Harutyun Yenokyan

Personal information
- Nationality: Armenia
- Born: 5 July 1985 (age 41) Yerevan, Armenia
- Height: 1.76 m (5 ft 9+1⁄2 in)
- Weight: 88 kg (194 lb)

Sport
- Sport: Wrestling
- Event: Freestyle
- Club: Urartu (ARM)
- Coached by: Edik Tunyans

= Harutyun Yenokyan =

Armenian freestyle wrestler

Harutyun Yenokyan (Հարություն Ենոքյան, born 5 July 1985) is an Armenian Freestyle wrestler.

Yenokyan competed at the 2008 Summer Olympics in the men's freestyle 84 kg division.
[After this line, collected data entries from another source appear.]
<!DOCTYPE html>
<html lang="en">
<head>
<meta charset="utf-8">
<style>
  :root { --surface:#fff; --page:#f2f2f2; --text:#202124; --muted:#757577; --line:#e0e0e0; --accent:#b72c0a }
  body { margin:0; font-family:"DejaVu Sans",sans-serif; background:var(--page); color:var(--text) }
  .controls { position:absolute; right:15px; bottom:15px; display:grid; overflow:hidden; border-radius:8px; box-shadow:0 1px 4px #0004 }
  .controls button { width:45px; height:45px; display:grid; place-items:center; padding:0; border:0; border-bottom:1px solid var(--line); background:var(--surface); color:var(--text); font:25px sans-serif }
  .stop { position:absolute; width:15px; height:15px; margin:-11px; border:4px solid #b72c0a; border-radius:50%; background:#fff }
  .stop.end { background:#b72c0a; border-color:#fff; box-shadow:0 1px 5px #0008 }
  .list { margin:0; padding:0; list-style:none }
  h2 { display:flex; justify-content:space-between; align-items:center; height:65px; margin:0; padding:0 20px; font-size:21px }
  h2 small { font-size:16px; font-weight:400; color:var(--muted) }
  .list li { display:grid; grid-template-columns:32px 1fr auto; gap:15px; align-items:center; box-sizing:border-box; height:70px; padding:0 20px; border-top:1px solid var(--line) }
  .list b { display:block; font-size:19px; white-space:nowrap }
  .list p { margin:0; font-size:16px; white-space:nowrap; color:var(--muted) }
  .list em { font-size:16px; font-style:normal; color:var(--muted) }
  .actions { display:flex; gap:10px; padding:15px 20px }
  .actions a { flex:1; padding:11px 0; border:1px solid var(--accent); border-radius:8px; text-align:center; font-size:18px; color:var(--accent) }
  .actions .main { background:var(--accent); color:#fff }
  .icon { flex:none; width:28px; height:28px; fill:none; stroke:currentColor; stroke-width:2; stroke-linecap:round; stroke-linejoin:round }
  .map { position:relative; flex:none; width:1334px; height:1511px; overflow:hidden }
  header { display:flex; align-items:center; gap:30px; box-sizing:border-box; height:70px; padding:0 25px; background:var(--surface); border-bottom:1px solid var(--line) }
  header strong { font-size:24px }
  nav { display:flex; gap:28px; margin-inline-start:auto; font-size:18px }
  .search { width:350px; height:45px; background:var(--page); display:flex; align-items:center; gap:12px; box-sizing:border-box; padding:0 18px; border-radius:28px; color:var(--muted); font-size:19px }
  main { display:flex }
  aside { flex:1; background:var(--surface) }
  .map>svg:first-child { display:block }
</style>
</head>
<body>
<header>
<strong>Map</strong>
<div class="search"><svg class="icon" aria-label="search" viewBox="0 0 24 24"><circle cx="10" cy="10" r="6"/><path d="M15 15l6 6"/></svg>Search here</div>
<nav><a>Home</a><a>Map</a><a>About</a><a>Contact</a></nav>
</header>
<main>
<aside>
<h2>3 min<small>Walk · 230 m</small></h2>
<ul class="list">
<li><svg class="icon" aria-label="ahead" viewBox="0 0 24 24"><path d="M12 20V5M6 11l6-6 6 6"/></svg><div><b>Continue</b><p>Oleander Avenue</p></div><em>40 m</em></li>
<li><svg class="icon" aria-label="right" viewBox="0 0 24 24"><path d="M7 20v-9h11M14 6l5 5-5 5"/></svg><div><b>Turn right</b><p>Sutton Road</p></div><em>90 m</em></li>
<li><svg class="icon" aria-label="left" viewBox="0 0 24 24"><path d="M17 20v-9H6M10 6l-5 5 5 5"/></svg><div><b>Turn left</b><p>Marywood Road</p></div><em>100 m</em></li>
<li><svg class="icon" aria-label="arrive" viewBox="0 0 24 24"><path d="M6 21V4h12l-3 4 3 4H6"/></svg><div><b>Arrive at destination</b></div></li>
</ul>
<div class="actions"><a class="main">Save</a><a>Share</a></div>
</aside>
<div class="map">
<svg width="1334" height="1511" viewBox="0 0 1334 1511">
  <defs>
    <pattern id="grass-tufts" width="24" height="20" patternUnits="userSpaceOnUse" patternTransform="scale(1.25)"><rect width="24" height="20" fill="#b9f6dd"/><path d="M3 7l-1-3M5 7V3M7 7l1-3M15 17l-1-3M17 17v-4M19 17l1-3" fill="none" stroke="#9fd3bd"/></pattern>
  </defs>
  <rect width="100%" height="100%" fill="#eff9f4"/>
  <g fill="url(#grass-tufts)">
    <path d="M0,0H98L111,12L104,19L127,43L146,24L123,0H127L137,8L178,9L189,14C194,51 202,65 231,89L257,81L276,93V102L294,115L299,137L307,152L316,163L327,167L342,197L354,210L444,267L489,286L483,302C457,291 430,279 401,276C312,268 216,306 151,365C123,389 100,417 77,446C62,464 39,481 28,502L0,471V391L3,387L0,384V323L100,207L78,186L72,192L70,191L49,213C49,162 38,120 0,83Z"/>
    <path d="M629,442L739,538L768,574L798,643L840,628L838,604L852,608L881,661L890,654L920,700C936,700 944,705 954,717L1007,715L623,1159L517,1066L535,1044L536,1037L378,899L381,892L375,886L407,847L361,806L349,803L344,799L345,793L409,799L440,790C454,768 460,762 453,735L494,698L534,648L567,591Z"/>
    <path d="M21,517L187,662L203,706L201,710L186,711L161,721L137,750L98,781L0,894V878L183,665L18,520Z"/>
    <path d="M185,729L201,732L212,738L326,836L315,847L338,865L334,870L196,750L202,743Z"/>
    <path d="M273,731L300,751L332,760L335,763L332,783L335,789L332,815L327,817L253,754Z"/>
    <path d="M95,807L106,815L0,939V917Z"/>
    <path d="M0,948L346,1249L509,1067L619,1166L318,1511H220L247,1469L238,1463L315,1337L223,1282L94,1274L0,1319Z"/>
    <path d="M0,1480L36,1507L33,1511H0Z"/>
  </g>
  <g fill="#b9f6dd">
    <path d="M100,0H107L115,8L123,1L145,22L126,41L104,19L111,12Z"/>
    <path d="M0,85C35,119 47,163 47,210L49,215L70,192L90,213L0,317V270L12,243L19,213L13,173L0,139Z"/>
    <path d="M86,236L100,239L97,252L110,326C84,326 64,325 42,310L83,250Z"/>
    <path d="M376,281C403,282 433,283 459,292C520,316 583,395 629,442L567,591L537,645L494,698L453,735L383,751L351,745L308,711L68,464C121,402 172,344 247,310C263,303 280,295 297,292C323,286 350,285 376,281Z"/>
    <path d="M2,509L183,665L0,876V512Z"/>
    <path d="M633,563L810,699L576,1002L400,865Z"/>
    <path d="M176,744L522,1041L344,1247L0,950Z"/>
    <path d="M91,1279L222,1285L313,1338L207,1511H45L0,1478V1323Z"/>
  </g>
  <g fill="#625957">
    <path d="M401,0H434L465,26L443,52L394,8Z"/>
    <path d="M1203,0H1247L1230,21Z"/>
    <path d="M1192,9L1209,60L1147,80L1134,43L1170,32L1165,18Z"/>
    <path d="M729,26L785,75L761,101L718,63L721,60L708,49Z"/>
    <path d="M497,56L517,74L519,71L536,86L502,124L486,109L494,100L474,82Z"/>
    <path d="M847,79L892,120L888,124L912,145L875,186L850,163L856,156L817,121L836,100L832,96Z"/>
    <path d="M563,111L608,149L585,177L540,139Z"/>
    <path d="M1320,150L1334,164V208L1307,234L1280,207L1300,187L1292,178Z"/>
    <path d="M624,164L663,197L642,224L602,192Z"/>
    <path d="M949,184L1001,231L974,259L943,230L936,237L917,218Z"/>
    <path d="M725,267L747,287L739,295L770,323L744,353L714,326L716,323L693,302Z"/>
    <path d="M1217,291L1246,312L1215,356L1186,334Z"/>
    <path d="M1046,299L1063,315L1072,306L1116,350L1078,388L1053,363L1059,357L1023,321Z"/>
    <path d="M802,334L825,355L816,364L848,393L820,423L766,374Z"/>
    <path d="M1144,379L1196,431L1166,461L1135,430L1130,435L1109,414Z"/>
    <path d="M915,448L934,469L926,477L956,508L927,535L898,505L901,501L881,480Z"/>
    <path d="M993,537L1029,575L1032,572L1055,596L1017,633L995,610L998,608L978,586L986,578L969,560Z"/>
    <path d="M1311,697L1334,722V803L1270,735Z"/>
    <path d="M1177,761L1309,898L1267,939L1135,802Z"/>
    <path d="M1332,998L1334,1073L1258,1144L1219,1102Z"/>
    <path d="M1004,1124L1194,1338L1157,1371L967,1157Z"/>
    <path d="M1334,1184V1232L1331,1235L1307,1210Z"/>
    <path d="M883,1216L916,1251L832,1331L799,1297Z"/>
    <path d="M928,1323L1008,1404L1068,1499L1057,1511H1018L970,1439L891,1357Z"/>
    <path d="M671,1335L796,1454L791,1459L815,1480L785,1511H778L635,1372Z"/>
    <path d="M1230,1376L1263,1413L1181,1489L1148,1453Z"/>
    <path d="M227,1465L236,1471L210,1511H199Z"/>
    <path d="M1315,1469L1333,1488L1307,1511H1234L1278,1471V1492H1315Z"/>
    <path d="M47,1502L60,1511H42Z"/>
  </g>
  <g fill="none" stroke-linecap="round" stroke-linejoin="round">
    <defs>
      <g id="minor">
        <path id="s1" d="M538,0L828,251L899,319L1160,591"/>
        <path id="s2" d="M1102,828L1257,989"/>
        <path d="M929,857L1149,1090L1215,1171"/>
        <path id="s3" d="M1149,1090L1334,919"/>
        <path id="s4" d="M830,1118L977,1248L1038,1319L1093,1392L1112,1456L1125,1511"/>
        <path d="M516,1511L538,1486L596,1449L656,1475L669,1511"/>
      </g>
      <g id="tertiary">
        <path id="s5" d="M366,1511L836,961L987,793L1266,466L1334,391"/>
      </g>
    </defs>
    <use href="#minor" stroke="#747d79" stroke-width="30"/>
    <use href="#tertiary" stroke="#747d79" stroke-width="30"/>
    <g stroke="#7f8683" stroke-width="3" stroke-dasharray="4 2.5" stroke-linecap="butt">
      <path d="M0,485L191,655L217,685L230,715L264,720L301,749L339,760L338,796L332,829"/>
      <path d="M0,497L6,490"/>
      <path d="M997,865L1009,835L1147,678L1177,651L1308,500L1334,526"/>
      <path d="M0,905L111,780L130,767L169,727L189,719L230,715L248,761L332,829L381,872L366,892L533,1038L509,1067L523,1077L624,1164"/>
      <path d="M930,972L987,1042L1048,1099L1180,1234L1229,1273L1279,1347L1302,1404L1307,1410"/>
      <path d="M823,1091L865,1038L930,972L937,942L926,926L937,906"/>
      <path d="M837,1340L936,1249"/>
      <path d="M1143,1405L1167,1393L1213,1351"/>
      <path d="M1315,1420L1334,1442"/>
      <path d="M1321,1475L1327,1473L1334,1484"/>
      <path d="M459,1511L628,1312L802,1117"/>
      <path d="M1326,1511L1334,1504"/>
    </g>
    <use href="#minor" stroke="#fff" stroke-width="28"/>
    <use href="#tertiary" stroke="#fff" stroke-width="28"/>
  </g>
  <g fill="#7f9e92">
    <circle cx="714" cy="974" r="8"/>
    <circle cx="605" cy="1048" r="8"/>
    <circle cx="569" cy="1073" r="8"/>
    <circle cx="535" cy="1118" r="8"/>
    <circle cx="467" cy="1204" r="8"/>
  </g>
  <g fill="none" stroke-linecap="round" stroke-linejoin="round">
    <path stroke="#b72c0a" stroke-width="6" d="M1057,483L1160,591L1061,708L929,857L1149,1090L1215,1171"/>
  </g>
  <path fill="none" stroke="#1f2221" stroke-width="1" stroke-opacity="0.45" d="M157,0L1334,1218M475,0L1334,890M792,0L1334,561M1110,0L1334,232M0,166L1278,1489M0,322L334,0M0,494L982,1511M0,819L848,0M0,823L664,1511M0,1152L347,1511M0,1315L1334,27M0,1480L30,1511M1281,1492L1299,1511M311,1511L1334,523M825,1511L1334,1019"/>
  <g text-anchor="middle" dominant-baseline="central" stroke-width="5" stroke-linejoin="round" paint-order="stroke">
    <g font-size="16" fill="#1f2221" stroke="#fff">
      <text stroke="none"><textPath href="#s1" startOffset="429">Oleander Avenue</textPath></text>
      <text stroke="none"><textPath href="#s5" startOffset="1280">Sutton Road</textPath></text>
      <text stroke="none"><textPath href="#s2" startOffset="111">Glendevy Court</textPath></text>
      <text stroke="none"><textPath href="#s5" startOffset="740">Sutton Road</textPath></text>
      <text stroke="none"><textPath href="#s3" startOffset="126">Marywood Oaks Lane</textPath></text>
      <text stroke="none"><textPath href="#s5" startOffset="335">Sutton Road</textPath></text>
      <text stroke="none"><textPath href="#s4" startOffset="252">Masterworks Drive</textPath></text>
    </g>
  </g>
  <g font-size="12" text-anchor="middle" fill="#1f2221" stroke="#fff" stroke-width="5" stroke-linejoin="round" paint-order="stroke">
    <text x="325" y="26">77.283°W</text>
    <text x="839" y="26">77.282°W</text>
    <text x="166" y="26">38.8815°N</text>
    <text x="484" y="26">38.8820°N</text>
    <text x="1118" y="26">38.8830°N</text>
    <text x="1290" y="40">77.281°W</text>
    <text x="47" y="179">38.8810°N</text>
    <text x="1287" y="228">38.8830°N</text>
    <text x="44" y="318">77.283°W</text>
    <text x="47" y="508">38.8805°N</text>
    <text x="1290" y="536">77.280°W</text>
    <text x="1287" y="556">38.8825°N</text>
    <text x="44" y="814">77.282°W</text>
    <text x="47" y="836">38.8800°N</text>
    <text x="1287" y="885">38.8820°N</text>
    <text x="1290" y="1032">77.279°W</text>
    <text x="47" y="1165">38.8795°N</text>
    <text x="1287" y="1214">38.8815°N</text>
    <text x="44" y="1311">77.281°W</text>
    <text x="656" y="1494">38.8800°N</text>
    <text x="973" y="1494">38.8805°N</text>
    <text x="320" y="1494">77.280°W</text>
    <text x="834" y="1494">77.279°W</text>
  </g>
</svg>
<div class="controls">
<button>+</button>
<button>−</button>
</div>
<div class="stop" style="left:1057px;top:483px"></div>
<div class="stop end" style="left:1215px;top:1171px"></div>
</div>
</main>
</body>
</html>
He qualified by placing third at the Olympic Qualification Tournament in Martigny, Switzerland. He progressed to the quarterfinal round of the competition, where he lost to Georgia's Revaz Mindorashvili, who was able to score four points at the end of the second period. Because Mindorashvili advanced further into the final match against Tajikistan's Yusup Abdusalomov, Yenokyan was given another chance at a bronze medal through a repechage bout, in which he lost to Germany's Davyd Bichinashvili, with a technical score of 3–4 and a classification score of 1–3.